Bouquets, from Klee to Chagall
Then she met her first husband, who took her to live in Portugal. During the Carnation Revolution, she recorded short stories for her friends in the United States but, in particular, drew many rough sketches in little notebooks that have never since left her possession. She followed her husband as he moved to Finland, Sweden and Brasil. Cesana soaked up a little of all of these cultures and set about reading the major authors of every one.
Impossible however to get her to say which authors or painters have influenced her own style: Cesana is no one’s discipline, but the heroine of her own story. She prefers to speak of what critics have said about her work. ‘Some of them have referred to Henri Matisse, Swiss artist Paul Klee or Pierre Bonnard.’ Others have mentioned American artist Paul Jenkins, a reference that suits her. She likes how this parallel expresses her American side. ‘Spaces have a major influence on the work of the artist and on the perception of works of art. This dimension is essential among American artists,’ she believes.
Laura Cesana's work is currently being shown in Portugal, Luxembourg, France and Italy
Bouquets of flowers with long, green, fruit fly-ridden stems, musical instruments swaying in the wind along a washing line, and weightier collages of leaves or musical scores, pages from books laden with nostalgia. It’s difficult not to see a very strong link to the chromatic onirism of Russian-born French painter Marc Chagall in the paintings of Laura Cesana. All things considered, she doesn't think this connection is so bad!

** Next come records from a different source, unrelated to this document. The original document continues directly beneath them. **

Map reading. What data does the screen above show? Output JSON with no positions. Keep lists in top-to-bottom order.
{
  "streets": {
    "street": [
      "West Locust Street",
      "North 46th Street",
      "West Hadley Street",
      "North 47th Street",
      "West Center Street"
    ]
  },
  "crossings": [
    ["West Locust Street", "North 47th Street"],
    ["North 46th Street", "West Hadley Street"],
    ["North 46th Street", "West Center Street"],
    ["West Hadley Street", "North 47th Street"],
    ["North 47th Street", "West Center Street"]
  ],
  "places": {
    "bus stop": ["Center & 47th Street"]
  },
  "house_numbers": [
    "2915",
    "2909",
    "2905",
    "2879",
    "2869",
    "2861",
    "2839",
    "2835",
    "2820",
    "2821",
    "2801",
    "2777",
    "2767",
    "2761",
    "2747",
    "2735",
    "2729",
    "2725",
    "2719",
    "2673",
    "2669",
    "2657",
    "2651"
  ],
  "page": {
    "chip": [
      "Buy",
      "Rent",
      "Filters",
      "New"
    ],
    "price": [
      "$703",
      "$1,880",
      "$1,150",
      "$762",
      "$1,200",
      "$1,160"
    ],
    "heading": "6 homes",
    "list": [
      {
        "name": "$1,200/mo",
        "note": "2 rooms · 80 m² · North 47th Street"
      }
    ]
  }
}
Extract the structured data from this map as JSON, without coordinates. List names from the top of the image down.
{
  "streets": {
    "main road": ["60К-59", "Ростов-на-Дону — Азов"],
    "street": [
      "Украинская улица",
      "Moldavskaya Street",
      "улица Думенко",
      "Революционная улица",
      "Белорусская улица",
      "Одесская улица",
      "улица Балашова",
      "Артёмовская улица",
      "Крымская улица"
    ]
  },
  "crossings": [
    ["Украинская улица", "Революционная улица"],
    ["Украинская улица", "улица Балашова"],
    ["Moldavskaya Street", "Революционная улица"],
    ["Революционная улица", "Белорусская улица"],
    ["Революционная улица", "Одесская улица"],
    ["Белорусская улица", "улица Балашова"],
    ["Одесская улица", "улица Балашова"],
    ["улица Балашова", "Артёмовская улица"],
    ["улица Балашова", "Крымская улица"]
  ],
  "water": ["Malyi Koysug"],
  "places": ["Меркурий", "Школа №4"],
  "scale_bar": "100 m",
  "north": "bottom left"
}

Jewish vertiges in Portugal
In winter 2007, Cascais cultural centre presented a retrospective of Cesana’s work, with a series dedicated to the sea and to music, two elements at the heart of this coastal town’s identity. Its famous jazz festival was in fact inaugurated in 1971 by Miles Davis and Dizzy Gillespie, despite opposition from the authoritarian regime in power at the time. Twenty years of Laura’s work in pictures were put on display, taking in more than two hundred exhibitions.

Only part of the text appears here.